## Work order
Nothing but the lines from the one containing "display:grid; place-content:center; width:91px;" through the one containing "background:linear-gradient(90deg,#8c9099 50%,#3a3b41 50%)", both included, should be given again, each exactly as written below.
··· Excerpted data ···
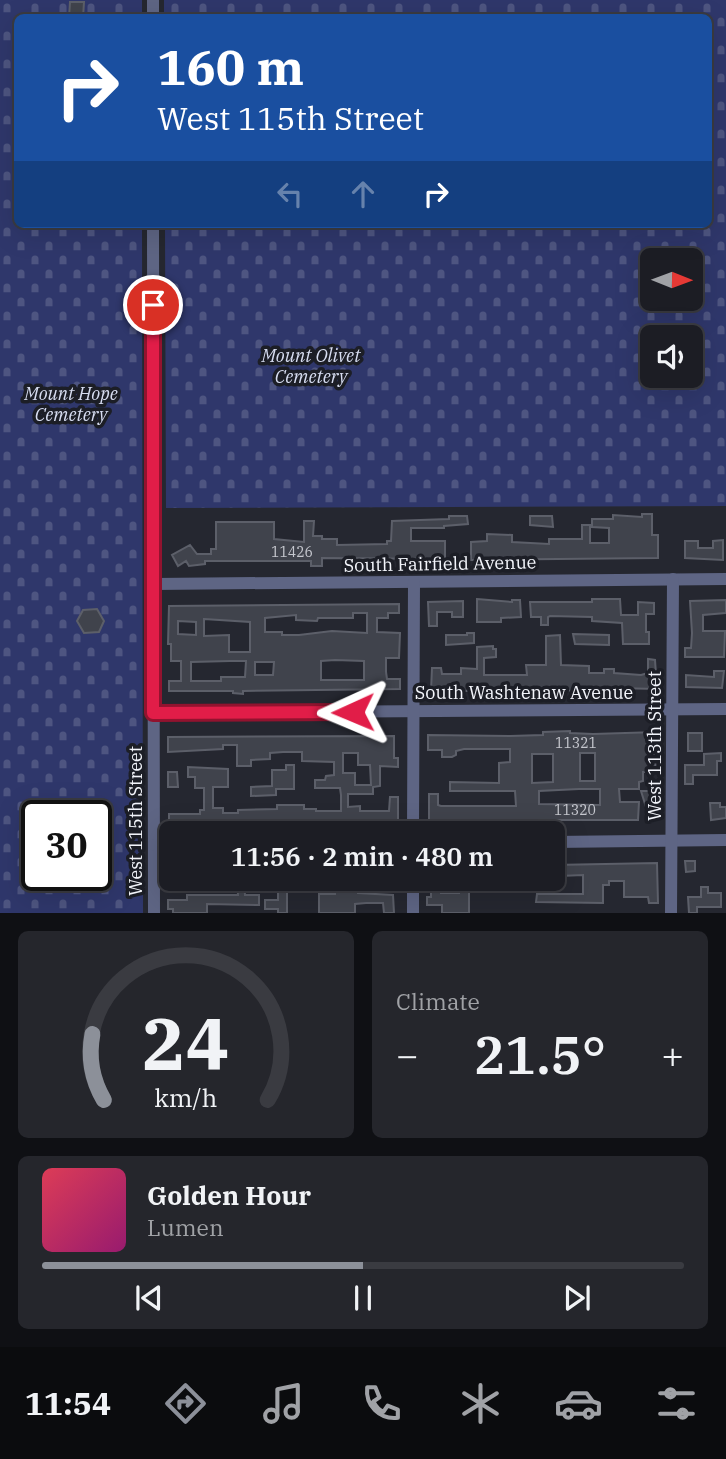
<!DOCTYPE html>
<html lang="en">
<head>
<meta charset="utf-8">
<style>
  body { margin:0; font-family:"IBM Plex Serif",serif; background:#25262c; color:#f1f3f6; height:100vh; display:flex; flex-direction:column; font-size:26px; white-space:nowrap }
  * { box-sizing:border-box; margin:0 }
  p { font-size:23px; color:#a0a2a6 }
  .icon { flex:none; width:38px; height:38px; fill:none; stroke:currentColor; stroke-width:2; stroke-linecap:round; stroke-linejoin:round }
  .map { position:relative; height:913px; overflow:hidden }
  .drawer { display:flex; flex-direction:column; gap:18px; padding:18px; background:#0f1014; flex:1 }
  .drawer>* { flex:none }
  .guide { position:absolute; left:14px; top:14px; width:698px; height:214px; border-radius:10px; box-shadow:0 7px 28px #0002,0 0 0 2px #3a3b41; background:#1a4fa0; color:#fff; overflow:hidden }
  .needle { width:46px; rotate:91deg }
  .buttons { position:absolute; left:640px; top:248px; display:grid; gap:14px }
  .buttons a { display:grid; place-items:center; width:63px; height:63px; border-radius:10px; background:#1c1d24; box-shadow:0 7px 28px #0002,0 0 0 2px #3a3b41; font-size:35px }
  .speed { position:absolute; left:21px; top:800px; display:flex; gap:14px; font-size:35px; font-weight:700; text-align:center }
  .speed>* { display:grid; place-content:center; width:91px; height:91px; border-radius:50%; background:#1c1d24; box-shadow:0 7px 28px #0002,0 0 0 2px #3a3b41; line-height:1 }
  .speed .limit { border:4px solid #111; border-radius:10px; background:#fff; color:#111 }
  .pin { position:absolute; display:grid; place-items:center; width:60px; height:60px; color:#fff; margin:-30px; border:4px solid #fff; border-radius:50%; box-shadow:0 2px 7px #0007 }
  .me { position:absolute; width:77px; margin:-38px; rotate:269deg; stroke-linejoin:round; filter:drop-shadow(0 0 5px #0008) }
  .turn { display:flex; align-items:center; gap:24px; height:147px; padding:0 28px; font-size:32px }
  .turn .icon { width:91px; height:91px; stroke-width:2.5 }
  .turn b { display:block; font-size:49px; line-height:60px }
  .lanes { display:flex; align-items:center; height:66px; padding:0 28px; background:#0003; justify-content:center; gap:35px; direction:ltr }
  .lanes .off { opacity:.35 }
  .big { font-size:52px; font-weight:600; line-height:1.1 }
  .drawer .widget { flex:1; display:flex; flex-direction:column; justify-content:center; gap:10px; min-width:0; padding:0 24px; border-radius:10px; background:#25262c }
  .drawer .dial { align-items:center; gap:0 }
  .dial svg { height:182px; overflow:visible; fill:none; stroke:#3a3b41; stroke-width:7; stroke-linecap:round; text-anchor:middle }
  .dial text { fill:#f1f3f6; stroke:none }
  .song { display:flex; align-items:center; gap:21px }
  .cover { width:84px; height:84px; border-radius:10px; background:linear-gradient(135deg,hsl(350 70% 55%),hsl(320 70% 35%)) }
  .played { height:7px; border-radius:4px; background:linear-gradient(90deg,#8c9099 50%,#3a3b41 50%) }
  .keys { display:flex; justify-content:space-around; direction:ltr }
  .heat { display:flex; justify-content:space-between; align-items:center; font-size:38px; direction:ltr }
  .drawer .tiles { flex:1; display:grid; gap:18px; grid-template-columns:1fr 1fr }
  .widget:last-child { grid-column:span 2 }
  .trip { position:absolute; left:159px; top:821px; width:406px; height:70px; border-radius:10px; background:#1c1d24; box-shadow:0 7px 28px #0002,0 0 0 2px #3a3b41; font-weight:600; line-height:70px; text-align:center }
  .dock { display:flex; height:112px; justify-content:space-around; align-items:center; background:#0b0c0e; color:#a0a2a6 }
  .dock .icon { width:49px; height:49px }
  .dock .active { color:#8c9099 }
  .dock b { font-size:32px; color:#f1f3f6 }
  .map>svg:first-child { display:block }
</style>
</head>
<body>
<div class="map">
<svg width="726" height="913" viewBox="0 0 726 913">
  <defs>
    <pattern id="cemetery-stones" width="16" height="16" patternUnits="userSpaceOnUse" patternTransform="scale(1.75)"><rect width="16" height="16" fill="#2f376b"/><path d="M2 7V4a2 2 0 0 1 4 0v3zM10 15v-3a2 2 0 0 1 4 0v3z" fill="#4e5581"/></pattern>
  </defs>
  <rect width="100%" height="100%" fill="#252730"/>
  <g fill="url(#cemetery-stones)" fill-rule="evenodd">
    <path d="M0,0H142V17L18,18V224H142L143,913H0ZM37,816H96V875H37Z"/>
    <path d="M164,0H726V506L166,508L165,224H709V18H164ZM653,261H691V299H653ZM653,338H691V376H653Z"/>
  </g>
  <g fill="#40434c" stroke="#5c5f69" stroke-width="2" fill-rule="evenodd">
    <polygon points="70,2 84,2 83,18 69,18"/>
    <polygon points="642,514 652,514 652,535 658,535 658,558 471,560 471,542 487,541 487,534 512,535 512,542 549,544 549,539 582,539 582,525 590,525 590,543 609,543 609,528 592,527 592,519 613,519 613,515 642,517"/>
    <polygon points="449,516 467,516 468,524 444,526 444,528 411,528 411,541 445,541 445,559 322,558 322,566 311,566 311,561 205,561 205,564 189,566 186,561 178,566 172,555 190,545 197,554 211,554 211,549 216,549 216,522 274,522 274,539 304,542 304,521 314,521 313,536 322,536 322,539 337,539 337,545 387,544 387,541 391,541 392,521 449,519"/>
    <polygon points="530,516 552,516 553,527 530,525"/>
    <polygon points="723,540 723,560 685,558 685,541 698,541 698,548 713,548 713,541"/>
    <polygon points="477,599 512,602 512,600 520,600 521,617 501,618 501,622 477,622"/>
    <polygon points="592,599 620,599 621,615 638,615 638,602 654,603 654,614 646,614 646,632 649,632 649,644 623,644 622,623 592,621 592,617 550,616 548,617 548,625 541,625 541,617 531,617 530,602 592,602"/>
    <polygon points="726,600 726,613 703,615 703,631 725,631 724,657 685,657 685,648 691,648 692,633 690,601"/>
    <polygon points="463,601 463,617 452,617 452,612 437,612 437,626 429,626 428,602"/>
    <path d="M399,604V613H388V618H377V632L400,633L399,658H386V672L387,679H400V689L243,691V694L233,693V691H169V681H181V661H171V644H168L169,606ZM353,613H367V633L332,631L299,635H282V632H265V618L296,615V620L317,621L318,618H353ZM204,619L250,622V652H229V635L204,636ZM178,621L196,622V635L178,634ZM335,660L364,661V680H321V661ZM230,661H246L245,677H221V681H191V662ZM255,662H274L273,675H255Z"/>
    <polygon points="97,609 104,621 99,632 84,633 77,621 83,610"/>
    <polygon points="467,633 474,633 474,643 446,645 446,635 467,635"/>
    <polygon points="573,634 609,635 609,645 575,644"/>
    <polygon points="560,635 561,665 589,666 589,673 604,673 604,669 614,669 614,673 641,675 648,673 648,659 655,660 657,689 614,688 601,688 601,692 557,690 523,690 523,693 514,693 514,691 431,691 432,668 441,668 442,674 461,674 461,668 477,669 477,647 493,646 493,649 496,649 496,657 484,658 484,675 527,675 526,665 546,665 546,636"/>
    <polygon points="714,671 724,671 722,688 686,687 686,675 714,677"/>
    <path d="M570,731V733L593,734L657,732L655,772H643V781L639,782V789H619L620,802H639L638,820H429V794H438V805L441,806H516L515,791H450V782L499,783V763L510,762V749H464L456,751V755L452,757H442V750H428V735L510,736L543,735V732ZM580,753H595V781H580ZM532,754H553V782L532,783ZM579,789H600V805L539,804V791Z"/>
    <rect x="688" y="733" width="14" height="18"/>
    <path d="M394,736V758H398V767L380,766V786L373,787V794H348V807L360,806V811H389L390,797H398V821L169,822V814H200V810H204V788H195V777H188V767L228,769V787H213V808H223V813H238V810L277,809V805H304V809H316V811H341V795L340,788H315V780H325L326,776L334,775V762L302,761V752H283L270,753V759L251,760V766H237V745H223V749L168,752V737ZM343,753H358V765H370L371,785H355V773H343Z"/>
    <polygon points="721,753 721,761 717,761 717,775 693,775 693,784 685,784 685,765 704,765 704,754"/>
    <polygon points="286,765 294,765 294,789 276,789 276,795 251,796 251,787 272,786 272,770 286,770"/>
    <polygon points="168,772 177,772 178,787 168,787"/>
    <polygon points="641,791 657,791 657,820 650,820"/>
    <polygon points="710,803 720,803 720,807 726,807 726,818 711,820"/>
    <polygon points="685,861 695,861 695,871 686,872"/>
    <polygon points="657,863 658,903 649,903 648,897 624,897 624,881 609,881 609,885 603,885 603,903 536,902 537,894 583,894 583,875 560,876 560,878 553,878 553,865"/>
    <polygon points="237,878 244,878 245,895 259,895 259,905 207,904 207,913 173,913 173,909 168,909 168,900 187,900 187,895 238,895"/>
    <polygon points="267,878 290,878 290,886 287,886 287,913 278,913 278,909 265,909 265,900 278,900 278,886 267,886"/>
    <polygon points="335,878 357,878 358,893 393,895 394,913 384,913 383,903 366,903 355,904 355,913 319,913 319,894 335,894"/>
    <polygon points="431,878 441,878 441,893 459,893 459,890 469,890 469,913 442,913 442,905 427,905 427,897 431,897"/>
    <polygon points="701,887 708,887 708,893 721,893 721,907 697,907 697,913 689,913 688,897 701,897"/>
  </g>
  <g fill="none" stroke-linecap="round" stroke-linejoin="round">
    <g stroke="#5e6584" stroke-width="12">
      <polyline points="153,0 153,18"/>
      <polyline points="153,224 154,913"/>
      <polyline points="154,584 726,579"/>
      <polyline points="154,713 726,709"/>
      <polyline points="413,833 414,582"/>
      <polyline points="553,842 726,840"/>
      <polyline points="154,845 172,845"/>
      <polyline points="413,913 413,878"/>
      <polyline points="671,913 673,579"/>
    </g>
  </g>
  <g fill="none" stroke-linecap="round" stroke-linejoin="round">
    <defs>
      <polyline id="route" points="153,305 153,713 353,712"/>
    </defs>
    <use href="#route" stroke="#92132f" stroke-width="18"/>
    <use href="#route" stroke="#e11d48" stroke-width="12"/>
  </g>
  <g text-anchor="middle" stroke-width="7" stroke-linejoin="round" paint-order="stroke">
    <g font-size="14" fill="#c6c8cf">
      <text x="292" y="557">11426</text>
      <text x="576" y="748">11321</text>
      <text x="575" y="815">11320</text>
    </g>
    <g font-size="18" font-style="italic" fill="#d7ddf1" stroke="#1c1e26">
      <text x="311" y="362">Mount Olivet<tspan x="311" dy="21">Cemetery</tspan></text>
      <text x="71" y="400">Mount Hope<tspan x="71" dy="21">Cemetery</tspan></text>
    </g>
    <g font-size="18" fill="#f3f5fb" stroke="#1c1e26">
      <text transform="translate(440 564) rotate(-1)" y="6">South Fairfield Avenue</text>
      <text x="524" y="699">South Washtenaw Avenue</text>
      <text transform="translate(655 746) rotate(-90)" y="6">West 113th Street</text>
      <text transform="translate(136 821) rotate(-90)" y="6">West 115th Street</text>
    </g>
  </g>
</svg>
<div class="buttons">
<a><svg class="needle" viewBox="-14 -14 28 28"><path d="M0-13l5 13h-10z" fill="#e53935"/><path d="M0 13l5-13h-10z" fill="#a0a2a6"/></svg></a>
<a><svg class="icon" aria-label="sound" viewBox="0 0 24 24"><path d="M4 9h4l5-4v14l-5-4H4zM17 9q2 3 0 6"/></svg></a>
</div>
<div class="speed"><div class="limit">30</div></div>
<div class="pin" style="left:153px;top:305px;background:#d93025"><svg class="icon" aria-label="arrive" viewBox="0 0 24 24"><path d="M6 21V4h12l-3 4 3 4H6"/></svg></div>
<svg class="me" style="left:353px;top:712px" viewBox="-20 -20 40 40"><path d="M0-17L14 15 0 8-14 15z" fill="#e11d48" stroke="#fff" stroke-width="4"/></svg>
<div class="trip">11:56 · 2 min · 480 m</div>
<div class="guide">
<div class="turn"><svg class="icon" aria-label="right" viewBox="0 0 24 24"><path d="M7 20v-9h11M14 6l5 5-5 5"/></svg><div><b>160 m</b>West 115th Street</div></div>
<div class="lanes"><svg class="icon off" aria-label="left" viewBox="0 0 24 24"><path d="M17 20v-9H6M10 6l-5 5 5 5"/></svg><svg class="icon off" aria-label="ahead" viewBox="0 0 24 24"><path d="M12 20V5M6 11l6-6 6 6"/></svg><svg class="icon" aria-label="right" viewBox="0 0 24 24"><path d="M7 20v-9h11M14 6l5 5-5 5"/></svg></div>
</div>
</div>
<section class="drawer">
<div class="tiles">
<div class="widget dial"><svg viewBox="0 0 100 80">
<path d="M14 69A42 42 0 1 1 86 69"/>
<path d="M14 69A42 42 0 0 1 9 40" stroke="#8c9099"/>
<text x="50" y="56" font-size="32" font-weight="700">24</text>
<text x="50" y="72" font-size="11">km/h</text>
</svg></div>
<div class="widget"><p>Climate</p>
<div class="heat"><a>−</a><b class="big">21.5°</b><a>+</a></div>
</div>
<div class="widget">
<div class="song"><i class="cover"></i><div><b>Golden Hour</b><p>Lumen</p></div></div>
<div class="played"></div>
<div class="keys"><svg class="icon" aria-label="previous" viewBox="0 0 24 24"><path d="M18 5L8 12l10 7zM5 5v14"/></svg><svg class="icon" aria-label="pause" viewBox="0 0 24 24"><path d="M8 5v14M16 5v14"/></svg><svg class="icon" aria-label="next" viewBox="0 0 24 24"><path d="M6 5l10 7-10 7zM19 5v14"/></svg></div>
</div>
</div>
</section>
<nav class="dock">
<b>11:54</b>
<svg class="icon active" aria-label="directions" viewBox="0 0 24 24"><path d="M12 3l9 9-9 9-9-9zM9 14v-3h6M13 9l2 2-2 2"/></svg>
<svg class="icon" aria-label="music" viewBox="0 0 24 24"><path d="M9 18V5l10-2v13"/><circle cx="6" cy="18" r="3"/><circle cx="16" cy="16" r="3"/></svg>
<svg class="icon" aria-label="phone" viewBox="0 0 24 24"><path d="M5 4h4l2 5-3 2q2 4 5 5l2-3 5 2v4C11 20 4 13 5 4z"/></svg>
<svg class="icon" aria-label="climate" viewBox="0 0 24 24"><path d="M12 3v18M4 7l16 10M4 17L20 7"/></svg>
<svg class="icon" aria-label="car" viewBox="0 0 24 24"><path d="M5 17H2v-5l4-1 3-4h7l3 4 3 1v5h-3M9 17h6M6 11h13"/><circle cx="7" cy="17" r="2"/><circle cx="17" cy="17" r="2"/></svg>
<svg class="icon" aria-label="filters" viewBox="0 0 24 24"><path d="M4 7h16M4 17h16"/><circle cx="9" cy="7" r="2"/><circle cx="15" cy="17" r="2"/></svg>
</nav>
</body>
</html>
···
## Exercise output
  .speed>* { display:grid; place-content:center; width:91px; height:91px; border-radius:50%; background:#1c1d24; box-shadow:0 7px 28px #0002,0 0 0 2px #3a3b41; line-height:1 }
  .speed .limit { border:4px solid #111; border-radius:10px; background:#fff; color:#111 }
  .pin { position:absolute; display:grid; place-items:center; width:60px; height:60px; color:#fff; margin:-30px; border:4px solid #fff; border-radius:50%; box-shadow:0 2px 7px #0007 }
  .me { position:absolute; width:77px; margin:-38px; rotate:269deg; stroke-linejoin:round; filter:drop-shadow(0 0 5px #0008) }
  .turn { display:flex; align-items:center; gap:24px; height:147px; padding:0 28px; font-size:32px }
  .turn .icon { width:91px; height:91px; stroke-width:2.5 }
  .turn b { display:block; font-size:49px; line-height:60px }
  .lanes { display:flex; align-items:center; height:66px; padding:0 28px; background:#0003; justify-content:center; gap:35px; direction:ltr }
  .lanes .off { opacity:.35 }
  .big { font-size:52px; font-weight:600; line-height:1.1 }
  .drawer .widget { flex:1; display:flex; flex-direction:column; justify-content:center; gap:10px; min-width:0; padding:0 24px; border-radius:10px; background:#25262c }
  .drawer .dial { align-items:center; gap:0 }
  .dial svg { height:182px; overflow:visible; fill:none; stroke:#3a3b41; stroke-width:7; stroke-linecap:round; text-anchor:middle }
  .dial text { fill:#f1f3f6; stroke:none }
  .song { display:flex; align-items:center; gap:21px }
  .cover { width:84px; height:84px; border-radius:10px; background:linear-gradient(135deg,hsl(350 70% 55%),hsl(320 70% 35%)) }
  .played { height:7px; border-radius:4px; background:linear-gradient(90deg,#8c9099 50%,#3a3b41 50%) }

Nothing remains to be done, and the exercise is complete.